2011, PG-13, 108 min. Directed by David Foenkinos, Stéphane Foenkinos. Starring Audrey Tautou, François Damiens, Bruno Todeschini, Pio Marmaï, Joséphine de Meaux.
REVIEWED By Kimberley Jones, Fri., April 27, 2012
Delicacy, a French-language dramedy, opens and closes with men speculating about the inner life of Nathalie (Amélie's Tautou). One man – who we come to understand is François (Marmaï), Nathalie's boyfriend and, later, husband – wonders what type of drink she'll order at a cafe and what that drink reveals about the gorgeous if subdued young woman he's eying from afar. The other man, a co-worker named Markus (Damiens), visits Nathalie's childhood garden with her and imagines young Nathalie's evolution from schoolgirl to skittish twentysomething to the haunted widow he now knows. The scenes are, in turn, amusing and touching, but they highlight the fundamental flaw of Delicacy: It keeps its own heroine at a remove and treats her thoughts as the provenance of others.
Novelist David Foenkinos adapted his own book, La Délicatesse, for the film, which he co-directed with his brother Stéphane. They like to trail the camera directly behind Nathalie, which allows us to see the world as it appears to her – the cobbled streets of Paris where she lives, the graveside mourners who queue to hug her when François dies in an accident – but between seeing and understanding is a world of nuance that Delicacy can't quite conjure, even with Tautou's near-black orbs telegraphing her stricken state.

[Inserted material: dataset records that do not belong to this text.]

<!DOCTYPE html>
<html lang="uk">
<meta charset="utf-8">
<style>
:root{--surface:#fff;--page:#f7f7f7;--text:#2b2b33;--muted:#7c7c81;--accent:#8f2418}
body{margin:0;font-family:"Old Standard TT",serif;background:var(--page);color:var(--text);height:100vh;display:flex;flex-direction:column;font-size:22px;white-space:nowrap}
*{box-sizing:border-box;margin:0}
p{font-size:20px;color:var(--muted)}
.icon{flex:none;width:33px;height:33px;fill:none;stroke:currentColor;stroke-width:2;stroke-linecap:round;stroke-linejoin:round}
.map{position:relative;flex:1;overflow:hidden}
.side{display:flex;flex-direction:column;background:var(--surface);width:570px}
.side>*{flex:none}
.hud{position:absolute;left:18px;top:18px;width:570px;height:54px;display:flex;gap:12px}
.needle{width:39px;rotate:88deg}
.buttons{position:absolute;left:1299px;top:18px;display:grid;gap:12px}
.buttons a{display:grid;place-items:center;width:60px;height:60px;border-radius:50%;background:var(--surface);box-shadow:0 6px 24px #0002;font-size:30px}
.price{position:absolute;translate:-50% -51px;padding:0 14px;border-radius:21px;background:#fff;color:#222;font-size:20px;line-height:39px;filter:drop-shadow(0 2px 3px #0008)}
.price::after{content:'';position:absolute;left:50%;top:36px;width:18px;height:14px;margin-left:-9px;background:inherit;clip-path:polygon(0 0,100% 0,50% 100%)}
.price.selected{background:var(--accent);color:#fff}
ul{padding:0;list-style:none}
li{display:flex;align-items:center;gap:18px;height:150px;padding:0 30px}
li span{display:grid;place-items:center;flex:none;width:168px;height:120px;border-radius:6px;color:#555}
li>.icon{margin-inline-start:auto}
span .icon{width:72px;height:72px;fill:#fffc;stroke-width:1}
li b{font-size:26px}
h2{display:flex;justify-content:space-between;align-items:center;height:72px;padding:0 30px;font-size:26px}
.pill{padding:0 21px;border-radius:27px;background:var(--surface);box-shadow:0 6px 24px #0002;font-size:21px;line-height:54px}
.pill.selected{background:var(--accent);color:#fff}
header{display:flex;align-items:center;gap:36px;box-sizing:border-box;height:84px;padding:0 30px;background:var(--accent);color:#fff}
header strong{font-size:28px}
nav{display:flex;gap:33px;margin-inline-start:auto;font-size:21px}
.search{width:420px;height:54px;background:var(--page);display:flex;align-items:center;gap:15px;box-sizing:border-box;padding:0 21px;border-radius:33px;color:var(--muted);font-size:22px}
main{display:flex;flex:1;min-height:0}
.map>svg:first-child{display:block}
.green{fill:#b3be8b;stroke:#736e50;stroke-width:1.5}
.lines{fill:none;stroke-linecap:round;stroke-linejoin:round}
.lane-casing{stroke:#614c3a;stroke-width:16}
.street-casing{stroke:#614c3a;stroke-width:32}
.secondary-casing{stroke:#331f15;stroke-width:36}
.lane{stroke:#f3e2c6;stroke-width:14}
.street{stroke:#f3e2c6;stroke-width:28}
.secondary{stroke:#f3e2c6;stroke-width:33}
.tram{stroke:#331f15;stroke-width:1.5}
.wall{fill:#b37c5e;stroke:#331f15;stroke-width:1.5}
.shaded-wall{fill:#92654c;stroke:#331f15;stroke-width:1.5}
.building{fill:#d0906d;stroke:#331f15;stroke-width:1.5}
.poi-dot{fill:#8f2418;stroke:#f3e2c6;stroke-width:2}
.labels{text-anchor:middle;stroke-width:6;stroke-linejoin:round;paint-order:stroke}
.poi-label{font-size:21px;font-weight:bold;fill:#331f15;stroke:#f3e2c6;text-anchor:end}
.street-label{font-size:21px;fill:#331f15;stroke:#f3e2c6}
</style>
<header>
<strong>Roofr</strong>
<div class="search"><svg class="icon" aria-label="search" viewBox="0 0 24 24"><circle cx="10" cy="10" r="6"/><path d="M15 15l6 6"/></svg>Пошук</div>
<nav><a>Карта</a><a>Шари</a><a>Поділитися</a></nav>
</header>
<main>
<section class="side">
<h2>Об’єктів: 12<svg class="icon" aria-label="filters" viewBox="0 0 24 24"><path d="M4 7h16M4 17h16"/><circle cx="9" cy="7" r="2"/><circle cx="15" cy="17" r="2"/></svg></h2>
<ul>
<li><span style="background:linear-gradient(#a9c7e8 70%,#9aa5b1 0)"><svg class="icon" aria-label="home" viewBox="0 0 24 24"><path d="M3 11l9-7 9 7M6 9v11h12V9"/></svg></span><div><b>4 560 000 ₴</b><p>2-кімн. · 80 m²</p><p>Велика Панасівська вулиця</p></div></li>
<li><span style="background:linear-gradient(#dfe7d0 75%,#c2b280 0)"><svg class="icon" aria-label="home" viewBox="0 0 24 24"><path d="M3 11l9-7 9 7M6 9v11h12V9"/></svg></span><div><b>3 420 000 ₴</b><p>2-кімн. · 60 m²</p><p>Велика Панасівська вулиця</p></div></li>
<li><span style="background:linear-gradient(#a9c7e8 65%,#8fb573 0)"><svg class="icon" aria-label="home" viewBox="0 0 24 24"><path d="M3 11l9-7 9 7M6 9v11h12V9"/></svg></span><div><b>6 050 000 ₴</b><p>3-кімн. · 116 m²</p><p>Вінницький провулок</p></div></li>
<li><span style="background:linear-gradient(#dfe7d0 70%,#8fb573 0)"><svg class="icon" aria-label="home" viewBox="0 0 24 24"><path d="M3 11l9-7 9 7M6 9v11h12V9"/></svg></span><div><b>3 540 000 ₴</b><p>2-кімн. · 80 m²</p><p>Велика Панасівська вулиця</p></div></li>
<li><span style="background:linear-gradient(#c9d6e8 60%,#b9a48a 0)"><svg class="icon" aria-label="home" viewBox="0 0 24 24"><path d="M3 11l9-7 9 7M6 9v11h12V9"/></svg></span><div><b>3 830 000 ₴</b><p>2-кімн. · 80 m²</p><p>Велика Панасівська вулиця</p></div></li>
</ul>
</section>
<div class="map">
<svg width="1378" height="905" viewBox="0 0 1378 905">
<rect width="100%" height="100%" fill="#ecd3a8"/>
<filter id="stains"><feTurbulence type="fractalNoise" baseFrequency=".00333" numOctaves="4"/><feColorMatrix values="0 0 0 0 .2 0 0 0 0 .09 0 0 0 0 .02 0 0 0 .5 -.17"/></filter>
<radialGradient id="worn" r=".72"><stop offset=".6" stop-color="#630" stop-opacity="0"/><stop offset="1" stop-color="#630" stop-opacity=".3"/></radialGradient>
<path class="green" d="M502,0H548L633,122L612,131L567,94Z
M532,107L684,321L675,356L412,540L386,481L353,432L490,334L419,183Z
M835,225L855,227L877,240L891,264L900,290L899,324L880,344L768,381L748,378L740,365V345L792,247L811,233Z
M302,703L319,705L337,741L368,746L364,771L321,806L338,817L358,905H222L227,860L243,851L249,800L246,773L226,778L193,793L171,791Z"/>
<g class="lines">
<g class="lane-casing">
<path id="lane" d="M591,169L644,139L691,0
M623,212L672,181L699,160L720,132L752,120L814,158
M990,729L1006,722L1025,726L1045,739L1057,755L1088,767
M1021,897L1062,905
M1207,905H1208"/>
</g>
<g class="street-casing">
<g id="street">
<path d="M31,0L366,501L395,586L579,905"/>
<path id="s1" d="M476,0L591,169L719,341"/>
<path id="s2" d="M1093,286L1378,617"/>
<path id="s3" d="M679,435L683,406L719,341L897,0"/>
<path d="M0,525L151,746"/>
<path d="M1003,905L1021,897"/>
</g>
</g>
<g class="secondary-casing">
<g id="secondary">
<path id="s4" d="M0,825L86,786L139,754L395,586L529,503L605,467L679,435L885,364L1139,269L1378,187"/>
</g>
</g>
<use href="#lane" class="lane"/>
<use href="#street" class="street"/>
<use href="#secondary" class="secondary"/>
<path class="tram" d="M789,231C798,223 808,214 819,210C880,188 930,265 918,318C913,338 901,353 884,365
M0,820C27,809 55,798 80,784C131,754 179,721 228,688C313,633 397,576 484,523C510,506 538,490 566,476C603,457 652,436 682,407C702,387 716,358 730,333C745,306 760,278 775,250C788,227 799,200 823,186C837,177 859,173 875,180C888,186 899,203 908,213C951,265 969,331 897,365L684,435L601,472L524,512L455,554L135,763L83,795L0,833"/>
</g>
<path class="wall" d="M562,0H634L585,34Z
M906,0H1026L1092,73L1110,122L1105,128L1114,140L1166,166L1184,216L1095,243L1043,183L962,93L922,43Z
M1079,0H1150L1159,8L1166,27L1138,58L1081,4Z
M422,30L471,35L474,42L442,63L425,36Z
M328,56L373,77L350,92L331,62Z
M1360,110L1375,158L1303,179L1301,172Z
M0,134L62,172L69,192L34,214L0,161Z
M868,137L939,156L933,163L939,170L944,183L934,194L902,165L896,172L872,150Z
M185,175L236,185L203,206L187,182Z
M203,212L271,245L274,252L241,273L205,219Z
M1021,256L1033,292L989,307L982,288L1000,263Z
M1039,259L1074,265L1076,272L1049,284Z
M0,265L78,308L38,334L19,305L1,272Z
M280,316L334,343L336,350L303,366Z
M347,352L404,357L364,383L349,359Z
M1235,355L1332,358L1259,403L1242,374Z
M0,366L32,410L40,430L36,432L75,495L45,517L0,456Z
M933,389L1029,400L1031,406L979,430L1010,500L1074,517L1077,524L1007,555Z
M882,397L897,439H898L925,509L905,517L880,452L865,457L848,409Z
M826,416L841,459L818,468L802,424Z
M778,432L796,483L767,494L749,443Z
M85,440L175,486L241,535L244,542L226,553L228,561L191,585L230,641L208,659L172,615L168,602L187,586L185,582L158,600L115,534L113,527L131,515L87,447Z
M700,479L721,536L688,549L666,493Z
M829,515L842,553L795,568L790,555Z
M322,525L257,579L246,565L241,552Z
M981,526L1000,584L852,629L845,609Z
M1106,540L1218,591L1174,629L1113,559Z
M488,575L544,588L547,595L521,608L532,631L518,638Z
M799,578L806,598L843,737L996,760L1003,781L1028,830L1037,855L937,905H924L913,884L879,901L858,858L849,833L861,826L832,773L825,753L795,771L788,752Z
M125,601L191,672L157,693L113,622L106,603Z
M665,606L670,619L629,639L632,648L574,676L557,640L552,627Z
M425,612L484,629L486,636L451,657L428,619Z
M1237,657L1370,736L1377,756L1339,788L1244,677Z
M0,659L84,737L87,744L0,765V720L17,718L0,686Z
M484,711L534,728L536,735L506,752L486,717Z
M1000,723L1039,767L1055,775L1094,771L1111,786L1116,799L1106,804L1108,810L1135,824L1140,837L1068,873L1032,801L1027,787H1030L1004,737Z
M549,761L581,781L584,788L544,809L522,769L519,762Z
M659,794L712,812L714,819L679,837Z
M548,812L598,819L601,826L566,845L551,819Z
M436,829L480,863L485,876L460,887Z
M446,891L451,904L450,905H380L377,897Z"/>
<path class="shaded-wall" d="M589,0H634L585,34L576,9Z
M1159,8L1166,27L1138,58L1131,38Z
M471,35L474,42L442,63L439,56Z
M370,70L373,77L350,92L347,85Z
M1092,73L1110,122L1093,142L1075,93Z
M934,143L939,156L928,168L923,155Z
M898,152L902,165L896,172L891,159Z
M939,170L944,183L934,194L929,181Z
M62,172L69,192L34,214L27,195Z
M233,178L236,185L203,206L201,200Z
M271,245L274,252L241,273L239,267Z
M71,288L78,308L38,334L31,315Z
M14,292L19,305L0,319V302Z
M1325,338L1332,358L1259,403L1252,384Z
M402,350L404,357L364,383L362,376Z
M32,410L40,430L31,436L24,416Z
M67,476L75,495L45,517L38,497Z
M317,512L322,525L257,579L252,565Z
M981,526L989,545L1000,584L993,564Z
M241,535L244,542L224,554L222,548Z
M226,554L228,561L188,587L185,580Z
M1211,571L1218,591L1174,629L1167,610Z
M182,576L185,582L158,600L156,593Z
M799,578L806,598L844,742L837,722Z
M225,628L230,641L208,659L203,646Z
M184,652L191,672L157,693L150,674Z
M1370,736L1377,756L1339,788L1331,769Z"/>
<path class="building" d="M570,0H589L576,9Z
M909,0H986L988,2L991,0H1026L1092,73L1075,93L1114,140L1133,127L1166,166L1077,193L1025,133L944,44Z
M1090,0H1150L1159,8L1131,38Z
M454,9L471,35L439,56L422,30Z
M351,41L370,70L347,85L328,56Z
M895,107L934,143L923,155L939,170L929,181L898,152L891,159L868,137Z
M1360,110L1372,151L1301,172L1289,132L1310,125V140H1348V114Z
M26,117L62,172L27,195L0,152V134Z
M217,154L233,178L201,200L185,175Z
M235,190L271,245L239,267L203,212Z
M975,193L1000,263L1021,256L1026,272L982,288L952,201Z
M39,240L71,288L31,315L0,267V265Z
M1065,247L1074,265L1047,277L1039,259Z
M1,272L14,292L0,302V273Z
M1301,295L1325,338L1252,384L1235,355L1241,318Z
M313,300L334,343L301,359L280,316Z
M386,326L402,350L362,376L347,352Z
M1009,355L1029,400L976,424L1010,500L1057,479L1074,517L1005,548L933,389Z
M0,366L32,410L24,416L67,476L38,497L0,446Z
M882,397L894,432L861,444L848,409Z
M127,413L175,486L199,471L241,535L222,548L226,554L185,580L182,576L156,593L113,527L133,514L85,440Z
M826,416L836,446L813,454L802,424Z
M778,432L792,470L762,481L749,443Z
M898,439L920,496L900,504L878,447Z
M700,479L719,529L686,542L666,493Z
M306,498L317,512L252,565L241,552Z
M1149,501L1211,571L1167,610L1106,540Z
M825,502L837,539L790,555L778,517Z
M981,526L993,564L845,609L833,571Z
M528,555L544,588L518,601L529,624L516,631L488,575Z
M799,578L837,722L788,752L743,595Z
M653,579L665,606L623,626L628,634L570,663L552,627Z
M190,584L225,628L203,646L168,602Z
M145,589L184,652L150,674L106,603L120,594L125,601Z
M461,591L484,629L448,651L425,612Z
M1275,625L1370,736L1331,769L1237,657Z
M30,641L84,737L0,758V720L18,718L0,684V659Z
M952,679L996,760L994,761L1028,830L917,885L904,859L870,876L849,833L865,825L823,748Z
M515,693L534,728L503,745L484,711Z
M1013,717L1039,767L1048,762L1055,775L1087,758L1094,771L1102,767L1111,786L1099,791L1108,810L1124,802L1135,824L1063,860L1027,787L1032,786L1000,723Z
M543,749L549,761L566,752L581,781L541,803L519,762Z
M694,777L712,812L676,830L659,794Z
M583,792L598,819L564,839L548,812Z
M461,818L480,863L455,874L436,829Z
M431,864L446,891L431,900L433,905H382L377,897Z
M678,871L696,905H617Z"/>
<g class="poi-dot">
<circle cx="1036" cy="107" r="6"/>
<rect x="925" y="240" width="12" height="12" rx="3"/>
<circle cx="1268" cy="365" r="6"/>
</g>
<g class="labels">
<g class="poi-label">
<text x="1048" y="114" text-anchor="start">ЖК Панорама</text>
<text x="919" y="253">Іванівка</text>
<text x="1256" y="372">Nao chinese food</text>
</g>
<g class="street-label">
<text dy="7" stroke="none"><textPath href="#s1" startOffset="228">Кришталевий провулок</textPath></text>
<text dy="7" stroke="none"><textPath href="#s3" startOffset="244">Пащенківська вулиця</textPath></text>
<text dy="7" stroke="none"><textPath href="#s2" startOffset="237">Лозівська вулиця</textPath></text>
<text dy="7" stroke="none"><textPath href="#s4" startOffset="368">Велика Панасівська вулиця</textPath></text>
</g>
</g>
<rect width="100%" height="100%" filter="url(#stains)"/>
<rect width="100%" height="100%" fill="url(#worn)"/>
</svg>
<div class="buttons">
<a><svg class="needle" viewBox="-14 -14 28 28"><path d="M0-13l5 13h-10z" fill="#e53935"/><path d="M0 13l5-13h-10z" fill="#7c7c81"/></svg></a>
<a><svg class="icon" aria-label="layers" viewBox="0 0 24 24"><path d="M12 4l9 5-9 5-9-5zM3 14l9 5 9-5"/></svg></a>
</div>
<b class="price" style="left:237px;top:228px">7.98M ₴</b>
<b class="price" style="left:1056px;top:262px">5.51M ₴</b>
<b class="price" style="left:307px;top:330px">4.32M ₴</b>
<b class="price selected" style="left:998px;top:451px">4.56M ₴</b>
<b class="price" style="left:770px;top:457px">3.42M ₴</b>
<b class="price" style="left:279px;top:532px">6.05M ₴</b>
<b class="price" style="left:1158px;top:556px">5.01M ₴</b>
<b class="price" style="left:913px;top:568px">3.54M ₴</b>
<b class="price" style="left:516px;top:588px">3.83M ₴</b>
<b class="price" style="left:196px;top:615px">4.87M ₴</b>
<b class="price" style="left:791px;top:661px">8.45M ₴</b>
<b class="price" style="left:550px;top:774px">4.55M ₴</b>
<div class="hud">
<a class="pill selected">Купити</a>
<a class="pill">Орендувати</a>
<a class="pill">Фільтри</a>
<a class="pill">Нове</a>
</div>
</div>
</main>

As the story of a woman wading through unimaginable grief, Delicacy is too slight – and, yes, too delicate – but when it shifts to explore Nathalie's foundling steps toward a romance with Markus, the film opens up. Markus is a Swedish expat – lumbering and nervous and going bald – and he shares his colleagues' astonishment that Nathalie, his boss, would give him the time of day. (The disconnect doesn't entirely translate in America, with our long tradition of funny men landing lovely women.) Comedic actor François Damiens mines but never mocks Markus' awkwardness, thereby creating a winning portrait in decency. His tracing, with the ever-luminous Tautou, of the slow bloom of new love is a thing of understated beauty.